RIM has a remarkable set of assets, from a long list of patents and new acquisitions to an impressive engineering corps and world-class marketers. But their greatest resources sit in the CEO offices. Mike Lazaridis and Jim Balsillie created an iconic firm and helped keep Canada on the global technology map. Betting against these two is akin to gambling that Canada has no place in the 21st-century hightech economy. Canadians need to understand that Canada's economic future is tied directly to our ability to create and sustain companies like RIM.

Lazaridis and Balsillie are among a small group of entrepreneurial nationalists who, like their Waterloo colleague Tom Jenkins of Open Text, ignored the lure of the United States and kept their company in Canada. We needs dozens more people like these two, people who believe in the country and who create jobs and wealth here. The dominant pattern in the high-tech sector is the opposite, to either relocate quickly outside Canada or sell out to foreigners.

The two co-CEOs also set new Canadians standards for philanthropy. Both men invested hundreds of millions of dollars in world-class academic projects - and have made tremendous private commitments to other charities and good causes. Lazaridis' legendary support for the Perimeter Institute launched an impressive contribution to basic science. Balsillie's double-barreled commitment to the Waterloo-based Centre for International Governance Innovation and the Balsillie School of International Affairs helped raise the profile of Canada's intellectual engagement with global problems. Their efforts have been matched by the quiet but remarkable contributions of RIM senior staff to a wide variety of causes. More to the point, Lazaridis and Balsillie established new expectations for private, engaged philanthropy in Canada.

There is a simple message here.

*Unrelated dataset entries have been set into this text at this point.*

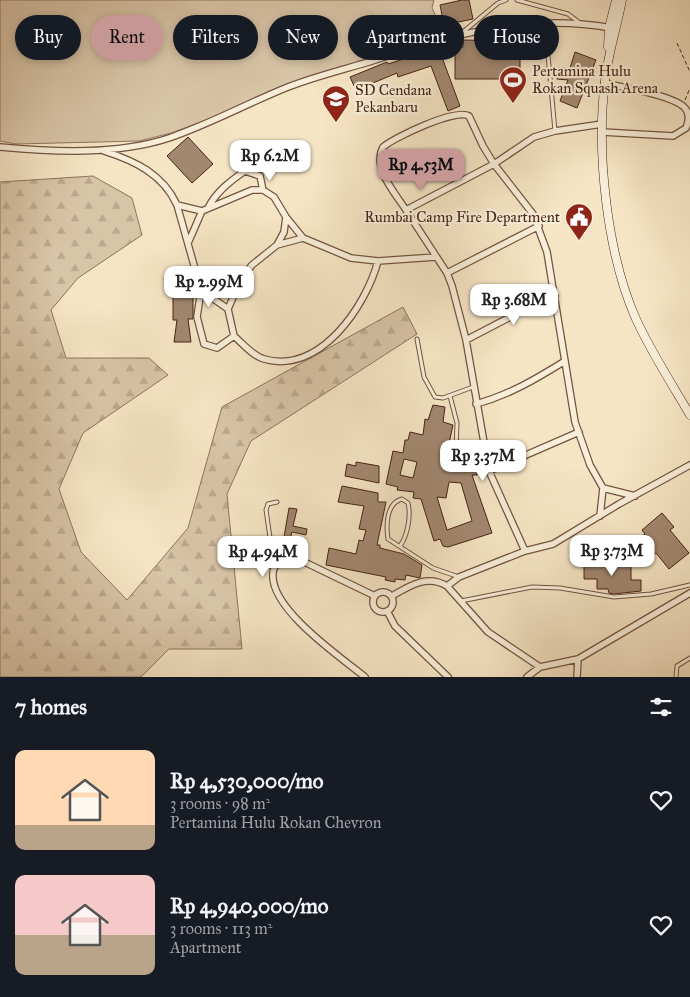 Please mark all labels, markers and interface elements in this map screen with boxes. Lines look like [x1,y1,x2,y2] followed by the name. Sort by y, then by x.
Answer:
[15,15,81,60] chip: Buy
[91,15,163,60] chip: Rent
[173,15,258,60] chip: Filters
[268,15,338,60] chip: New
[348,15,464,60] chip: Apartment
[474,15,559,60] chip: House
[532,62,659,98] place label: Pertamina Hulu Rokan Squash Arena
[498,65,528,104] sports icon: Pertamina Hulu Rokan Squash Arena
[355,81,432,116] place label: SD Cendana Pekanbaru
[321,84,351,123] school or university icon: SD Cendana Pekanbaru
[224,140,316,182] pin: Rp 6.2M
[241,146,299,165] text: Rp 6.2M
[369,148,473,191] pin: Rp 4.53M
[388,155,454,174] text: Rp 4.53M
[564,202,594,241] public building icon: Rumbai Camp Fire Department
[364,208,561,226] place label: Rumbai Camp Fire Department
[157,266,261,308] pin: Rp 2.99M
[175,272,243,291] text: Rp 2.99M
[462,284,566,326] pin: Rp 3.68M
[481,290,547,309] text: Rp 3.68M
[431,440,535,482] pin: Rp 3.37M
[451,446,515,465] text: Rp 3.37M
[560,534,664,577] pin: Rp 3.73M
[211,536,315,578] pin: Rp 4.94M
[581,541,643,560] text: Rp 3.73M
[228,542,298,561] text: Rp 4.94M
[647,693,675,721] icon: filters
[15,694,87,720] text: 7 homes
[170,768,324,794] text: Rp 4,530,000/mo
[55,770,115,830] icon: home
[647,786,675,814] icon: heart
[170,794,270,813] text: 3 rooms · 98 m²
[170,813,381,832] text: Pertamina Hulu Rokan Chevron
[170,893,329,919] text: Rp 4,940,000/mo
[55,895,115,955] icon: home
[647,911,675,939] icon: heart
[170,919,272,938] text: 3 rooms · 113 m²
[170,938,242,957] text: Apartment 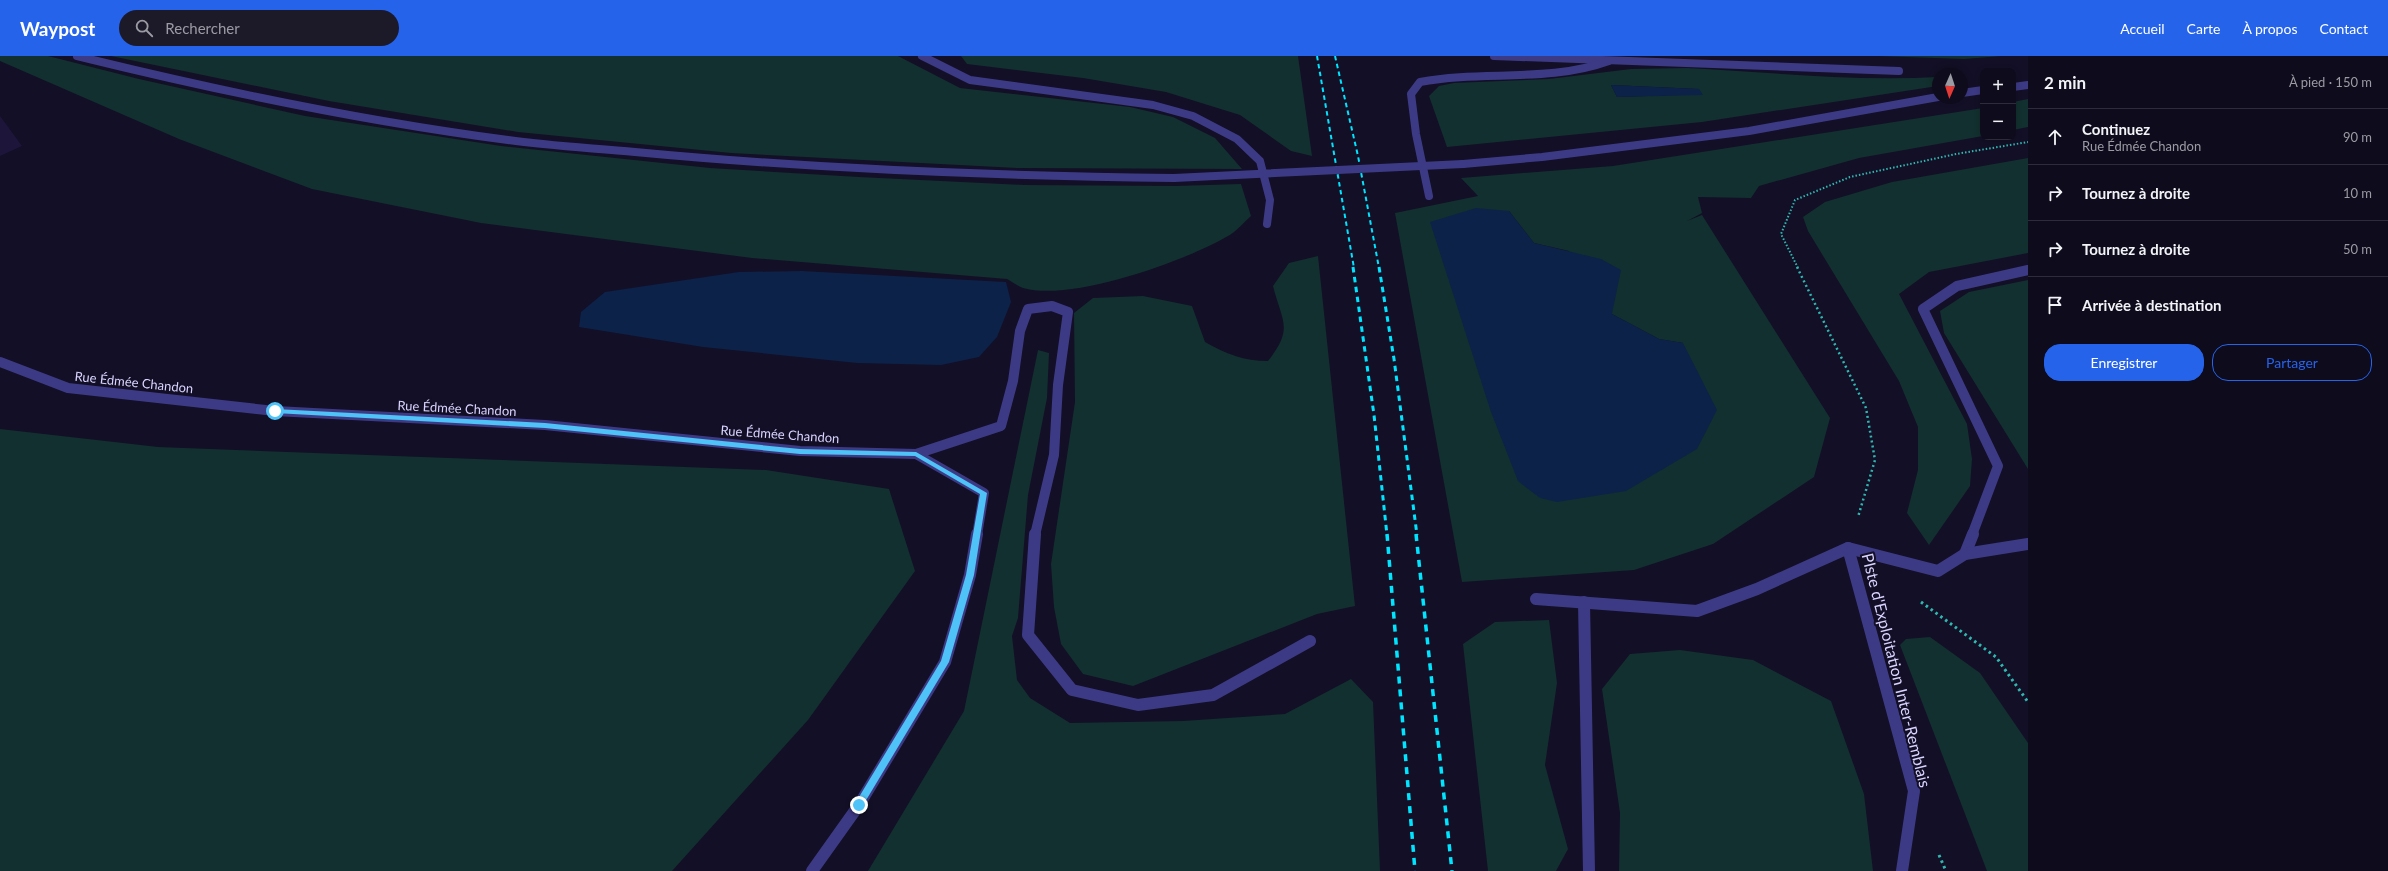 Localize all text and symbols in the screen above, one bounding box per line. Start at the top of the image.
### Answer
search box [119,10,399,46]
text: Waypost [20,17,95,40]
icon: search [133,17,155,39]
text: Rechercher [165,19,240,37]
text: Accueil [2120,20,2165,37]
text: Carte [2187,20,2220,37]
text: À propos [2242,20,2297,37]
text: Contact [2319,20,2368,37]
north arrow [1932,68,1968,104]
map controls [1980,68,2016,140]
button: + [1980,68,2016,104]
text: 2 min [2044,72,2086,93]
text: À pied · 150 m [2289,74,2372,90]
button: − [1980,104,2016,140]
text: Continuez [2082,120,2150,138]
icon: ahead [2044,126,2066,148]
text: 90 m [2343,129,2372,145]
text: Rue Édmée Chandon [2082,138,2201,154]
icon: right [2044,182,2066,204]
text: Tournez à droite [2082,184,2190,202]
text: 10 m [2343,185,2372,201]
icon: right [2044,238,2066,260]
text: Tournez à droite [2082,240,2190,258]
text: 50 m [2343,241,2372,257]
icon: arrive [2044,294,2066,316]
text: Arrivée à destination [2082,296,2221,314]
button: Enregistrer [2044,344,2204,381]
button: Partager [2212,344,2372,381]
street label: Rue Édmée Chandon [74,368,194,396]
street label: Rue Édmée Chandon [397,397,517,419]
route start [266,402,284,420]
street label: Rue Édmée Chandon [720,422,840,446]
street label: PIste d'Exploitation Inter-Remblais [1859,551,1935,789]
route end [850,796,868,814]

Do not count out Mike Lazaridis and Jim Balsillie and, even less, Research in Motion. And don't be surprised to see BlackBerry among the world leaders in technology products and services for years to come.

Ken Coates is professor of History, University of Waterloo, Ont.

Teh One Who Knocks
08-06-2011, 03:41 PM
That's not too much of a 'homer' article, is it? :lol:

PorkChopSandwiches
08-06-2011, 03:51 PM
Hahahah. Did they get a new PR firm

Godfather
08-06-2011, 03:57 PM
I think PM Harper wrote it himself to be honest :lol:

Arkady Renko
08-08-2011, 02:42 PM
can't count on them either though.

Noilly Pratt
09-29-2011, 03:58 AM
The Canadian Government pension plan has, over the years, invested a boatload of money into RIM. And I wouldn't put it past the Harper Gov't to buoy them up because of this fact.